Most people seem to think that Our Lord and Saviour Jesus Christ, Who is the Infinite God, never thought of or foresaw the predicament of "the native" living in 2004. And yet, in some later conversation, the same people will reassure themselves that "the hairs of our head are numbered," and - "He marks the sparrow's fall."
People generally were not taught, and so have no idea, of the rapid growth of the Church during the lives of the Apostles. They do not know that before the death of the last Apostle, St. John, the Faith had been brought to every part of the known world. This world-wide spread of the Faith is called "the miracle of diffusion." When the modern Catholic thinks of the early Christians at all, he thinks of them as being only a few in number, and that few as the poor and illiterate.
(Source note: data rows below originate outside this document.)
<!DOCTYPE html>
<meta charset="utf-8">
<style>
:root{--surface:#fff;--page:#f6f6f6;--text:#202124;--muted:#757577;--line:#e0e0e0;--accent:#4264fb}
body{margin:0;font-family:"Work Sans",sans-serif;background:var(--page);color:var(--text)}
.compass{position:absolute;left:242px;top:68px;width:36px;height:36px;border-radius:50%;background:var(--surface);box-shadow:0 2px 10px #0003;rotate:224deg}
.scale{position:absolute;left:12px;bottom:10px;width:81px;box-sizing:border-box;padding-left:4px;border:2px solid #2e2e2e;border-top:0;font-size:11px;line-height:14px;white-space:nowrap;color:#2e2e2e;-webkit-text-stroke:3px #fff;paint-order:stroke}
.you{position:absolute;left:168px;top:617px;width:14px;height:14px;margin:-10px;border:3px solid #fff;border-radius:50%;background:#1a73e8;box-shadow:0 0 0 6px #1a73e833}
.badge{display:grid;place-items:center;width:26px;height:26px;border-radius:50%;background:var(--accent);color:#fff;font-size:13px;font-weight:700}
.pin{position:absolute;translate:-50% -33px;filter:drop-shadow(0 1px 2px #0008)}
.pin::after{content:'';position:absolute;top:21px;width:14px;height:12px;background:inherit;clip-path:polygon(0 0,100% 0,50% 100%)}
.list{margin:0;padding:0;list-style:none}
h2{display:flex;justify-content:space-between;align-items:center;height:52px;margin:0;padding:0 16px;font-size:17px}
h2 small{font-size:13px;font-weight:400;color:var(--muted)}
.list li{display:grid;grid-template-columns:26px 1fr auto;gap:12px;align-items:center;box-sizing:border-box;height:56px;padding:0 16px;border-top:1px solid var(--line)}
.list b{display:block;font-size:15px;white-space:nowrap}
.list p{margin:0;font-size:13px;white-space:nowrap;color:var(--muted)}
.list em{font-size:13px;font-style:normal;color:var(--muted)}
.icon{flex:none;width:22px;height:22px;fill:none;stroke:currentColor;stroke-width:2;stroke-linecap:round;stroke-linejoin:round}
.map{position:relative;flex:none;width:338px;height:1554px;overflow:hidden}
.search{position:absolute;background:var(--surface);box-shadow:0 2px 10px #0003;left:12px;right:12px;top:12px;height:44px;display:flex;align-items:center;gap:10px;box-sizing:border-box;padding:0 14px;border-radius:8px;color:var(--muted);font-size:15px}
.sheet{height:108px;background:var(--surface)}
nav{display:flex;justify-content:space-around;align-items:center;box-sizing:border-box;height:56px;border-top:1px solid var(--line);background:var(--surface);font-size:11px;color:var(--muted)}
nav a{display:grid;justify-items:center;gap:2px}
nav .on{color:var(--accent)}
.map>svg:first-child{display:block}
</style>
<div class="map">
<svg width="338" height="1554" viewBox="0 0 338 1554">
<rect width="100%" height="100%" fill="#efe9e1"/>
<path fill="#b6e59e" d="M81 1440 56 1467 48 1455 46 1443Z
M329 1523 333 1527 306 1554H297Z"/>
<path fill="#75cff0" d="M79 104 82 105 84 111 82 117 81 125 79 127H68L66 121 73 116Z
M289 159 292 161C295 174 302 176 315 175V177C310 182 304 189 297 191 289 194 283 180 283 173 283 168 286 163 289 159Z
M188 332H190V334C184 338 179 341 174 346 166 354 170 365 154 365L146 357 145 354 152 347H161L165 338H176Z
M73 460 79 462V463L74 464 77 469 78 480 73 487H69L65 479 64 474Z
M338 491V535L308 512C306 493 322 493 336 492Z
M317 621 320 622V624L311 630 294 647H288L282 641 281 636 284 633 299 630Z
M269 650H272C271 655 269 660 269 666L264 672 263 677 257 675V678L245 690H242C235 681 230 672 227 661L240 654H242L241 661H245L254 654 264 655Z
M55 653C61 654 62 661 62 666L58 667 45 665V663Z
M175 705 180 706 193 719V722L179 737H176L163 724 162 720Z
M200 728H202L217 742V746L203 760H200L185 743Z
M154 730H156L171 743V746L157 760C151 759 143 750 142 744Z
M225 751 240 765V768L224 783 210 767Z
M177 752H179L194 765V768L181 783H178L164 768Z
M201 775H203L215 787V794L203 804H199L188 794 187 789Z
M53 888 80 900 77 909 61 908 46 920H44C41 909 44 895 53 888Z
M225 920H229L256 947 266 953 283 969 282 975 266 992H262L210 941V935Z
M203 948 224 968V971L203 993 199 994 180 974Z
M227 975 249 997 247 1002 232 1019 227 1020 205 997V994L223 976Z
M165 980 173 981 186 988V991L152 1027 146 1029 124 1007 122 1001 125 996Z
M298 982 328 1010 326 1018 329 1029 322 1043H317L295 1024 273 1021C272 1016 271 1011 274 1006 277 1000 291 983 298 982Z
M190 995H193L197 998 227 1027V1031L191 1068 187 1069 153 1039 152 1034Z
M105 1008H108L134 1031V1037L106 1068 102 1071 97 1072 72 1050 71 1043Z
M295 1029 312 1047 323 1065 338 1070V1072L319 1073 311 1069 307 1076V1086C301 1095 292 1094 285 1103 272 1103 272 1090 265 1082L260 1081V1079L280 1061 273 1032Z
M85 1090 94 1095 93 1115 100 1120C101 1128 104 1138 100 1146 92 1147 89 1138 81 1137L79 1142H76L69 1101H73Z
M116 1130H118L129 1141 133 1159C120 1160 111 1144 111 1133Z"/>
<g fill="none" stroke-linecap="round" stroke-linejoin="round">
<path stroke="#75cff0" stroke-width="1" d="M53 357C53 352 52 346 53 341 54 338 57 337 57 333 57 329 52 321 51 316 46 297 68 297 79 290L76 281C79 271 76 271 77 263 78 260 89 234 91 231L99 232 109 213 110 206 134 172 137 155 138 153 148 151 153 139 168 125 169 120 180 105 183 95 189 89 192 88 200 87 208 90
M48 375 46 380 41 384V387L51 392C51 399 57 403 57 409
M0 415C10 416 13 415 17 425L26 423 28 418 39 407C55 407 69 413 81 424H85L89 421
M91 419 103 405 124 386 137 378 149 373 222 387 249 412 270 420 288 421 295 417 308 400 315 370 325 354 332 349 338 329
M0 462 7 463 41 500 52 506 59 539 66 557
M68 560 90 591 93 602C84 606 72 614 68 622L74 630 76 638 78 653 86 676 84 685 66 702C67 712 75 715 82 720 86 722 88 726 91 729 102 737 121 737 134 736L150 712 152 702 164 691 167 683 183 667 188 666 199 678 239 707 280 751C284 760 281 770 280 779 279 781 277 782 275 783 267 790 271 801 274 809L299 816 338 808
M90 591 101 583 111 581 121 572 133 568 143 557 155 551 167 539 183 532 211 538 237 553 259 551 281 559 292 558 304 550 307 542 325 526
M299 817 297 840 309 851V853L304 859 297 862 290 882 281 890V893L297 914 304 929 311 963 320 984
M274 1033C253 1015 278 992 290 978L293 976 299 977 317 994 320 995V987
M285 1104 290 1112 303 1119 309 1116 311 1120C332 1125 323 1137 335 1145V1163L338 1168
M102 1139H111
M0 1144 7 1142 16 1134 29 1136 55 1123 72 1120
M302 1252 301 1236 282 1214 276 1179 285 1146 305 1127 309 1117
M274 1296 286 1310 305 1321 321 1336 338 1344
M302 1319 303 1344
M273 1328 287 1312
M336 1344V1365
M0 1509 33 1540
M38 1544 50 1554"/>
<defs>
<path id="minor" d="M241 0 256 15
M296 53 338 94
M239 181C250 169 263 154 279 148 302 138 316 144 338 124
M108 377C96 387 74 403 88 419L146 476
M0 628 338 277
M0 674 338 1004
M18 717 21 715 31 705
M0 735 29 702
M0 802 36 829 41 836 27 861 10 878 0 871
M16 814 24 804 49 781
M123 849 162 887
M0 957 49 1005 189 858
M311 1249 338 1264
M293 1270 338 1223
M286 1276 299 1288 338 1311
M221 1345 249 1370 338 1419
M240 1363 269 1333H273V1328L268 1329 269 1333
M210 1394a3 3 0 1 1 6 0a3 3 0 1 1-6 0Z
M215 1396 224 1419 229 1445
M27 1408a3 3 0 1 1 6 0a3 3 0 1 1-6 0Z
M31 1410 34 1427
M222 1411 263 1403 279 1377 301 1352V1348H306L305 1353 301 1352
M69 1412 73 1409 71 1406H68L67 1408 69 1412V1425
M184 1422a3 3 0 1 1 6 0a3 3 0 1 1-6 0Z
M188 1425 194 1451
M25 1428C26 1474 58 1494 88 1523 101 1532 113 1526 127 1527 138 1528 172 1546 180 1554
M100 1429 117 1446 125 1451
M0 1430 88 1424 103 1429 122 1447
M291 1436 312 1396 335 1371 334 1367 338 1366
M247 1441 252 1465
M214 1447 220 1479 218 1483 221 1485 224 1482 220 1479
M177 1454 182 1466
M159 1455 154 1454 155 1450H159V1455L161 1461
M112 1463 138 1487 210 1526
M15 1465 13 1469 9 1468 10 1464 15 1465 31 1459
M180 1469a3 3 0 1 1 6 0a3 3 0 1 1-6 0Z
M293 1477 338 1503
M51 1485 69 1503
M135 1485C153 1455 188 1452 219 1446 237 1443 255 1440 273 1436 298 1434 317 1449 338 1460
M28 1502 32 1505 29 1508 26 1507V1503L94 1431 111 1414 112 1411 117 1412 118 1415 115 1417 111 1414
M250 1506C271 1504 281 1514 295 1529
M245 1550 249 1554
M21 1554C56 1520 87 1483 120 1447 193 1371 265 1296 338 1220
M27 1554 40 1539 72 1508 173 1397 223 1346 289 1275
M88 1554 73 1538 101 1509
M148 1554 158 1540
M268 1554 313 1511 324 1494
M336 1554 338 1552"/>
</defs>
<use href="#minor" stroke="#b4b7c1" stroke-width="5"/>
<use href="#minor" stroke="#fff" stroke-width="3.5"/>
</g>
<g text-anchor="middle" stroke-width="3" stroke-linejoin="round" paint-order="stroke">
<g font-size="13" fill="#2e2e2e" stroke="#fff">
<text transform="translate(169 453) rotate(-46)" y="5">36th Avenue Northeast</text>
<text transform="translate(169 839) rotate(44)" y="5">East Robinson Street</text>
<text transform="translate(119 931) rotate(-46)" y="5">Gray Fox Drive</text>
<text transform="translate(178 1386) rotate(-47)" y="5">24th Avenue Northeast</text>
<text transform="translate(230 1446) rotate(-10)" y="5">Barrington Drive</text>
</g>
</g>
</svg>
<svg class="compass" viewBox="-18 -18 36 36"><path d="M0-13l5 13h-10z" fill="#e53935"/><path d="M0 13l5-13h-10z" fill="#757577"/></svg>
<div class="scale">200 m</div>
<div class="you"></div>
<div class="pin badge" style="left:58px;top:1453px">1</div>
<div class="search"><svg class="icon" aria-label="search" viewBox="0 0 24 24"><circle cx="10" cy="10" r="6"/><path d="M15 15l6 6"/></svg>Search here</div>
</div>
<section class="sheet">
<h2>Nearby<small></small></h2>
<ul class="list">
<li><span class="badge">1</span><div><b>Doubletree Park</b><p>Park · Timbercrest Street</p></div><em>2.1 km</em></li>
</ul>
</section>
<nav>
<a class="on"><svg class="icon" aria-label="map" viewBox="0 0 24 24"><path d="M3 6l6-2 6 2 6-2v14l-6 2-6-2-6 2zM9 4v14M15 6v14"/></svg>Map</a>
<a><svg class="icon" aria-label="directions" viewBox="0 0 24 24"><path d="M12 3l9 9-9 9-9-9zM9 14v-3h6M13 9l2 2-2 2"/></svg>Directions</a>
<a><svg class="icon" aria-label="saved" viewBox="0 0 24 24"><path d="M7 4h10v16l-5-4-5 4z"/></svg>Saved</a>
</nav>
But that is not so. The Church had great successes, even in its earliest days. In the centuries following the age of the Apostles, the Church continued to grow, despite the wholesale persecutions.
We know, then, that long ago the Faith was held and lost, in these lands where it had flourished so gloriously. Now, loss of Faith is always culpable. It is always man's fault, that is, when he has lost his God-given gift of Faith. That is the clear teaching of the Church. It is by man's sins - whether of neglect, sloth, indifference, worldliness, selfishness, vice - that he no longer believes.
And - and this is the significant fact with regard to the native - the sins of the fathers are visited upon their sons. "Like father , like son" is repeated for our reflection and chastisement in the stories of the human race in all generations. The sin of Adam and Eve is the "original sin" with which every child comes into the world, every man's inheritance from a sinful father. The sons of Cain were wicked men, as was their father. The cities of Babylon and Jerusalem tell that tale. Chanaan was cursed for the sin of his father, Cham. And on and on it goes. The men who followed Luther and Calvin, John Knox and Henry VIII, passed on to their children their sin. Their children are the Protestants of our day, whose fathers lost the Faith for them.
***Many folks love to want to believe (I am not knocking them) as you - that God's mercy will allow an exception to the rule.****
Does your position mean that EVERY unborn child who ever existed will never see the face of God? (Being as it is impossible for them to be baptized).